Exercise prompt -> Each line that includes the word "none" should be copied from the records.

(Input Opens)

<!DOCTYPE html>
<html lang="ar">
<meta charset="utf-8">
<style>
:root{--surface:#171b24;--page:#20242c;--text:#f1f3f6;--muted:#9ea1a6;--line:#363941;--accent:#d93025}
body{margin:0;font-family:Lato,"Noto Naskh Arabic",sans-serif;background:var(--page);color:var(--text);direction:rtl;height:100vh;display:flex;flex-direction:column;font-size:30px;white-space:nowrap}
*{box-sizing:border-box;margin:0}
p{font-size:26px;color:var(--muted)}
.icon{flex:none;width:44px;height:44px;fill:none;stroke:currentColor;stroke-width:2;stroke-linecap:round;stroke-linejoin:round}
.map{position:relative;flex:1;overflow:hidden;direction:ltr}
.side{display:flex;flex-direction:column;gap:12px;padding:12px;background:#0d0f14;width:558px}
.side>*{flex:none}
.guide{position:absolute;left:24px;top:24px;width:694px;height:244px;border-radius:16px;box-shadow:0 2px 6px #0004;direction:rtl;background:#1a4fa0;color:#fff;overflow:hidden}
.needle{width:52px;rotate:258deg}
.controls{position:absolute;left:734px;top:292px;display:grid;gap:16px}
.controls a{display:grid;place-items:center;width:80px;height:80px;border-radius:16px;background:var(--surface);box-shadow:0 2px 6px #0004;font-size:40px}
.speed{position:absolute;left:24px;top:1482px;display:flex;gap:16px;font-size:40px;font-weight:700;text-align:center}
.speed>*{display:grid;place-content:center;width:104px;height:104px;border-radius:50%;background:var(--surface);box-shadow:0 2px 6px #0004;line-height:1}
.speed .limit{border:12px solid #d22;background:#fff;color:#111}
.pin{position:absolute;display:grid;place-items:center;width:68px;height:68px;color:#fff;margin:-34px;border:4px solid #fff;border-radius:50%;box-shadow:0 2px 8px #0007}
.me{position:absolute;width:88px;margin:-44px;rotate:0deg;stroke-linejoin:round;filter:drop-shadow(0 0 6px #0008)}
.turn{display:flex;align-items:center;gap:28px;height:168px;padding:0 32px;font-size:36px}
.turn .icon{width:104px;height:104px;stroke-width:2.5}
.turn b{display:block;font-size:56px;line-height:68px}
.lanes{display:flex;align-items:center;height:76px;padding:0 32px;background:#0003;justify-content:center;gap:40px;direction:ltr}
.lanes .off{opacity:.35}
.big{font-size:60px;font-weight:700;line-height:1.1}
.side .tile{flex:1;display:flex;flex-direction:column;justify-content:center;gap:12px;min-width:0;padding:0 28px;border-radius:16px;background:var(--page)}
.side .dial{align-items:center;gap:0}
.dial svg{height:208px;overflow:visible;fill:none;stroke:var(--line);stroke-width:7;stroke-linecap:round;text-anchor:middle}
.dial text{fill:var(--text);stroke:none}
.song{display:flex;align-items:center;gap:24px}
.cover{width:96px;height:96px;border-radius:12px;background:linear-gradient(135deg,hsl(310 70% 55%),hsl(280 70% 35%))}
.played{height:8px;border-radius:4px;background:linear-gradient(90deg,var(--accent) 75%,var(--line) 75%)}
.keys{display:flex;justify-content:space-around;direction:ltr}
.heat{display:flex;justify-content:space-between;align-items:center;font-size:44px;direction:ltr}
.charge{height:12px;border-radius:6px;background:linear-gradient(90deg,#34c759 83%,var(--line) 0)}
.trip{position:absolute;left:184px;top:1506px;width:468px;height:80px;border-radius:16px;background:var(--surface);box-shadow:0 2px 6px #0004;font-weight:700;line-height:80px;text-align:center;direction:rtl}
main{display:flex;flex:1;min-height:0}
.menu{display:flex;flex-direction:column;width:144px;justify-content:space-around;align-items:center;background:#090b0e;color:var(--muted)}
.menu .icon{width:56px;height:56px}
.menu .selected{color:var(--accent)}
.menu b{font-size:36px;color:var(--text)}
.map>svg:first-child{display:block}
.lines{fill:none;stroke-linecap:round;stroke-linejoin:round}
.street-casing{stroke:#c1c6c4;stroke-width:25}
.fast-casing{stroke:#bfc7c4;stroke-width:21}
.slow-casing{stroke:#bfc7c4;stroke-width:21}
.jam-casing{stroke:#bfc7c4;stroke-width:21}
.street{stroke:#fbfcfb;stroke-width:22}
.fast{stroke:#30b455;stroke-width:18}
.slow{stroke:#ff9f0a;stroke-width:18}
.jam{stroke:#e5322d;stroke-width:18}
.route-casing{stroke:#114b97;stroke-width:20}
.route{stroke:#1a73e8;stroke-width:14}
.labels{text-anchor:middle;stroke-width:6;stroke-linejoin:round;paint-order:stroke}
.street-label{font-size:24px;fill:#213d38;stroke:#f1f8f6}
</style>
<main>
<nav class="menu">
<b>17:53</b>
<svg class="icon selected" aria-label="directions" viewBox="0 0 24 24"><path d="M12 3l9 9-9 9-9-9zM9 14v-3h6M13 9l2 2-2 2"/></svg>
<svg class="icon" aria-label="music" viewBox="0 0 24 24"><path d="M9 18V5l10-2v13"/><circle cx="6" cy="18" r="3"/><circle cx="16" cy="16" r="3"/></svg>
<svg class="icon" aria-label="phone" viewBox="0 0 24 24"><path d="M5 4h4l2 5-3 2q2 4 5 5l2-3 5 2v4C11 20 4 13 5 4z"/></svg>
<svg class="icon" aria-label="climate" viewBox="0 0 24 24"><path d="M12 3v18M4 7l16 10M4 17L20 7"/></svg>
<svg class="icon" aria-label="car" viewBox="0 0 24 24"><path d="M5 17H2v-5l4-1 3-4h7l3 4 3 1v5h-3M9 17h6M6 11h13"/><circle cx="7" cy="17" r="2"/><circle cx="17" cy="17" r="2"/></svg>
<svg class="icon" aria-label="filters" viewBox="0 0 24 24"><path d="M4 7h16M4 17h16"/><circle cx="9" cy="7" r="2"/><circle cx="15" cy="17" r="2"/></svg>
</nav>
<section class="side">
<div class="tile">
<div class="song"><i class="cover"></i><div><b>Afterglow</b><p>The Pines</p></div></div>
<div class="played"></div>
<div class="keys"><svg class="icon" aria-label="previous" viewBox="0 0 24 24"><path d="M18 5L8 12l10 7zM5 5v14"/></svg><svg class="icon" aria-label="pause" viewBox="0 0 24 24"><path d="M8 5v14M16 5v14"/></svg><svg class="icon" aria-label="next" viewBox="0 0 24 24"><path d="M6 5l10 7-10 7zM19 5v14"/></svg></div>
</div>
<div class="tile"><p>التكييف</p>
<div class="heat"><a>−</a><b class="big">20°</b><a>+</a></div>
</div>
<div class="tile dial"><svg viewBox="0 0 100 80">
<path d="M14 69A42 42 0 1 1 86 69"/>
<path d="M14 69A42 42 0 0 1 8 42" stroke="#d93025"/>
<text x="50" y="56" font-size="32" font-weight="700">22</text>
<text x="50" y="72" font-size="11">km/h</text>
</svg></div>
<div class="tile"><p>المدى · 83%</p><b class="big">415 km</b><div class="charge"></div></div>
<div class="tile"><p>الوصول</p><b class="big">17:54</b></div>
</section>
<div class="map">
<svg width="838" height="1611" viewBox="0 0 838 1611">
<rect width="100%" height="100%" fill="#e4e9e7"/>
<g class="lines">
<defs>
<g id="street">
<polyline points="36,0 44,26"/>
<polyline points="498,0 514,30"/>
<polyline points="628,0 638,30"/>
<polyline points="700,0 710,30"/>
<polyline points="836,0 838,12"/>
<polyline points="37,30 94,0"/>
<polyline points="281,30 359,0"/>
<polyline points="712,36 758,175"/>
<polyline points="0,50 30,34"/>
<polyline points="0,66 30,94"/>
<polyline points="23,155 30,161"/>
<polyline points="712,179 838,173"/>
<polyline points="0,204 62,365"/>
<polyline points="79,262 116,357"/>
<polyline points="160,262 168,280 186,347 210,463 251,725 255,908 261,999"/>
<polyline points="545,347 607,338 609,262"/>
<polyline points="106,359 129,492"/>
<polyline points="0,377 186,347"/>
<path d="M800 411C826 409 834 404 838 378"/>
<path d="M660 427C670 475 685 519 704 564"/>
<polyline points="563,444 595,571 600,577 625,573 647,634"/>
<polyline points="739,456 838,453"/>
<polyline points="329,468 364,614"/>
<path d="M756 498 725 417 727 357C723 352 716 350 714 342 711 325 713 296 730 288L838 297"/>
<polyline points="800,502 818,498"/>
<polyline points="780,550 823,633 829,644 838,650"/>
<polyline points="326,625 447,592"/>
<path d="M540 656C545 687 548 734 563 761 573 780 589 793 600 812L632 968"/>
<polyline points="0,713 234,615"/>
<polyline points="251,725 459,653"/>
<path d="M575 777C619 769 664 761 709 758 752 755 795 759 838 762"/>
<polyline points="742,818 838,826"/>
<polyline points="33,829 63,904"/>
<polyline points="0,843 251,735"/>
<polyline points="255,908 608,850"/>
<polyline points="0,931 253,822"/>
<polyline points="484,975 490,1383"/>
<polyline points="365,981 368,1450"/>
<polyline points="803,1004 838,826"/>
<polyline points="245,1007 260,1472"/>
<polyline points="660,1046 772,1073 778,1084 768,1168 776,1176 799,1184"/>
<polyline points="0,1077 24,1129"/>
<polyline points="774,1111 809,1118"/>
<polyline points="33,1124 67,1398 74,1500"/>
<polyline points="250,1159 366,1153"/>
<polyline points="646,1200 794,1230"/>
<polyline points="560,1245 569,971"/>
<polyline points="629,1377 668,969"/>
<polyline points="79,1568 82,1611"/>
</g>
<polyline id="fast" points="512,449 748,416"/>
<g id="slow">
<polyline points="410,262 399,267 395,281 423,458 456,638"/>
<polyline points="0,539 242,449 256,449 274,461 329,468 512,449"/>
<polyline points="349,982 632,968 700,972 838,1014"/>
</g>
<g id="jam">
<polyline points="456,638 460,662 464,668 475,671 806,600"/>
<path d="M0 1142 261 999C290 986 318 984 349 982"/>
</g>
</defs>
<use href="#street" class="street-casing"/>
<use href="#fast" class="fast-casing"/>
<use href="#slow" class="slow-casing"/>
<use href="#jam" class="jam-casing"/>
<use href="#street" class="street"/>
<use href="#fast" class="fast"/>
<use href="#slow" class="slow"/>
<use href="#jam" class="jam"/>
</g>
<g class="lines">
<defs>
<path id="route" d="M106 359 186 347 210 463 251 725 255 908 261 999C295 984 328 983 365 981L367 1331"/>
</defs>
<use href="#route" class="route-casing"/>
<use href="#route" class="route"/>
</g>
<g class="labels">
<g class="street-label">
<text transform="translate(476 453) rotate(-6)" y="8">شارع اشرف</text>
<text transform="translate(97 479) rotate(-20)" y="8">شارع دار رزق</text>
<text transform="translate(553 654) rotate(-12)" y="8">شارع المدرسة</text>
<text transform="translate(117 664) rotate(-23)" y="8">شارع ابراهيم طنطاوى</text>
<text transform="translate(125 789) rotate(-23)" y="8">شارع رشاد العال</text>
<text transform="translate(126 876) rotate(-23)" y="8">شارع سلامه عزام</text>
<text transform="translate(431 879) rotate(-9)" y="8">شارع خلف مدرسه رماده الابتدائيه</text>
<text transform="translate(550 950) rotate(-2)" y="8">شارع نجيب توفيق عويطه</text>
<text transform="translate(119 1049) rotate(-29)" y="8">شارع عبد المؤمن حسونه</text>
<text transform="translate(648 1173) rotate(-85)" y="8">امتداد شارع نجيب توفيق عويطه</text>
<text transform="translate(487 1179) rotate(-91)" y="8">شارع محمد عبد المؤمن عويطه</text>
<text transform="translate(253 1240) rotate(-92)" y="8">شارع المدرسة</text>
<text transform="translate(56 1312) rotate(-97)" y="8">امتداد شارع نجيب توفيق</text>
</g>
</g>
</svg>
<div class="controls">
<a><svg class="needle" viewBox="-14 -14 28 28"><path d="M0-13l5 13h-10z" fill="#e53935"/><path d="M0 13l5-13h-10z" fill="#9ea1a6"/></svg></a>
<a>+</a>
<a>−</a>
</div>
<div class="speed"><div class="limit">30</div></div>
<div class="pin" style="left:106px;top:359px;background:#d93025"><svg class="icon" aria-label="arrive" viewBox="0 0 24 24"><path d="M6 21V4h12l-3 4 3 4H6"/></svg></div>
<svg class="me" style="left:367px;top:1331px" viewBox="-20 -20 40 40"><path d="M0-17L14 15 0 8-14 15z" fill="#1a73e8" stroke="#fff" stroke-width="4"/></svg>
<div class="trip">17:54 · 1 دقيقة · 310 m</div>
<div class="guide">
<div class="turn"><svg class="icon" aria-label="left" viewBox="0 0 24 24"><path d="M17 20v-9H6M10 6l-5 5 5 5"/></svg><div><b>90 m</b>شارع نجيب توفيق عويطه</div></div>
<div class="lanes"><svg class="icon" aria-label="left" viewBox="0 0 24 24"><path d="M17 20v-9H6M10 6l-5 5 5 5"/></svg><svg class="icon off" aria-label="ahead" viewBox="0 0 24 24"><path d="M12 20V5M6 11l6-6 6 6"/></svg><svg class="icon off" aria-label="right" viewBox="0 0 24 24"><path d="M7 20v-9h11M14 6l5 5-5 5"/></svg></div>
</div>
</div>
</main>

(Input Closes)

Output ->
.icon{flex:none;width:44px;height:44px;fill:none;stroke:currentColor;stroke-width:2;stroke-linecap:round;stroke-linejoin:round}
.side>*{flex:none}
.dial svg{height:208px;overflow:visible;fill:none;stroke:var(--line);stroke-width:7;stroke-linecap:round;text-anchor:middle}
.dial text{fill:var(--text);stroke:none}
.lines{fill:none;stroke-linecap:round;stroke-linejoin:round}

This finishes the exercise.